Intendantin Gaynor zum neuen "Festival Retz"

Die Grenzen in den Köpfen abbauen

"Wir leben heute in einem Europa, wo es nur noch wenige reale Grenzen gibt. Aber in den Köpfen existieren sie noch", so Kim Gaynor, Intendantin des neuen Festival Retz. Im Gespräch mit Ö1 erzählt sie über ihre Intentionen.

"Retz ist nur zwölf Kilometer von der tschechischen Grenze entfernt - und dieses Thema in all seinen Facetten ist ein wichtiger Aspekt. In Martinus 'Komödie auf der Brücke', mit der wir eröffnet haben, geht es auch darum, Grenzen zu überschreiten. Kunst hat hier eine ganz wichtige Rolle: Sie kann die Mauern in den Köpfen abtragen, sie kann Grenzen überschreiten. Wir leben heute in einem Europa, wo es nur noch wenige reale Grenzen gibt. Aber in den Köpfen existieren sie noch.
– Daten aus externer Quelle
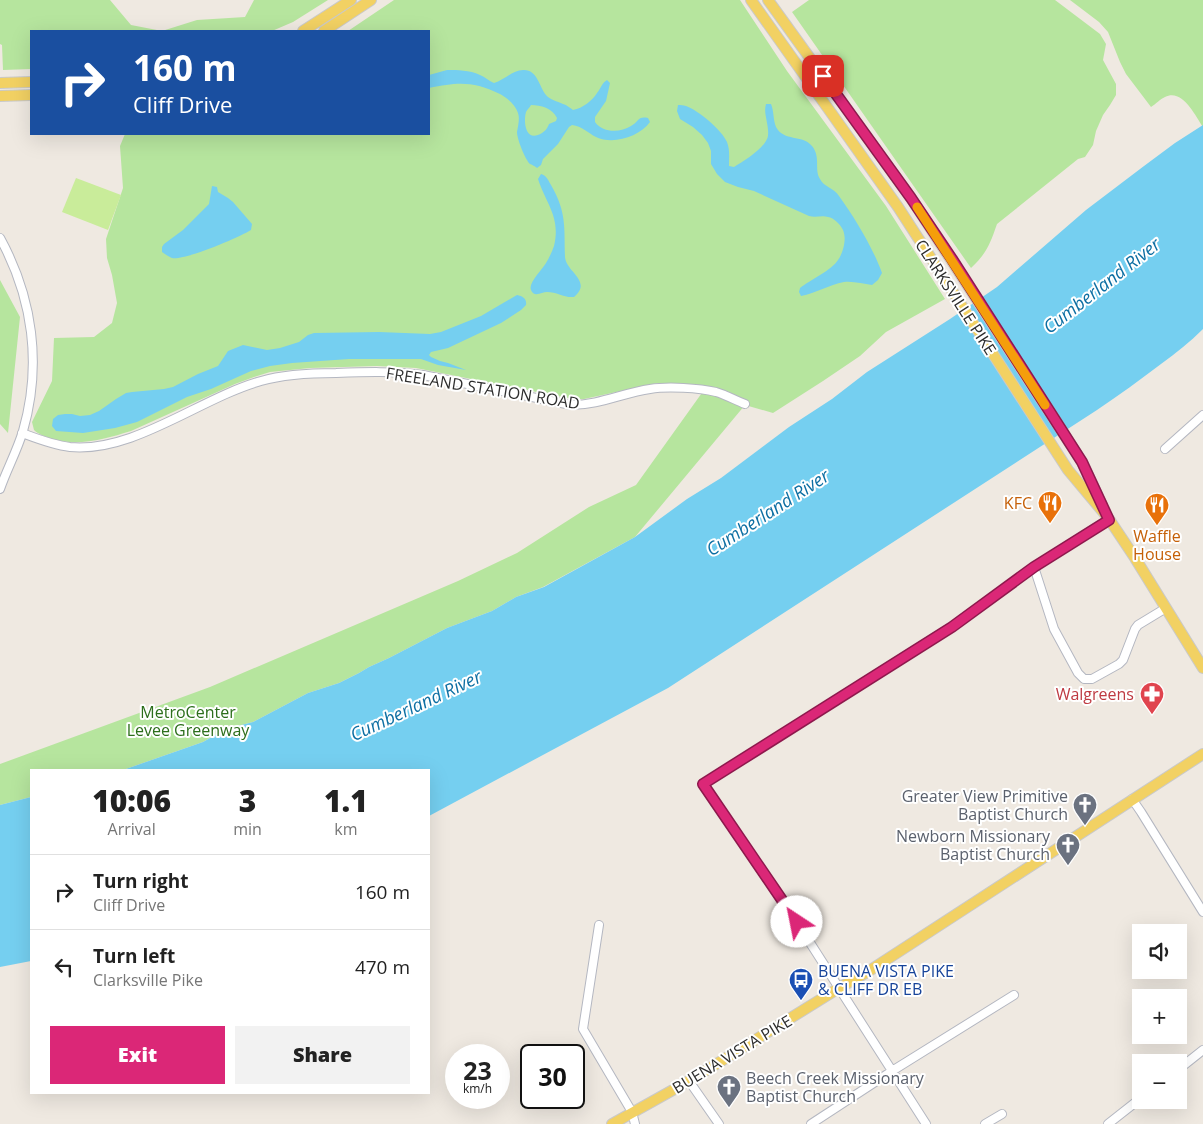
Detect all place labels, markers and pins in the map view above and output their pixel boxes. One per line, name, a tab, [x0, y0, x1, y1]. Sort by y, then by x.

Ich sehe hier einen ganz wesentlichen Teil unserer Arbeit, dazu beizutragen, dass diese Grenzen verschwinden", skizziert Kim Gaynor, Intendantin des neuen "Festival Retz", ihre Vorstellungen.

Eröffnet wurde das Festival mit einer gemeinsamen Lesung des tschechischen Ex-Präsidenten Vaclav Havel und des österreichischen Bundespräsidenten Heinz Fischer.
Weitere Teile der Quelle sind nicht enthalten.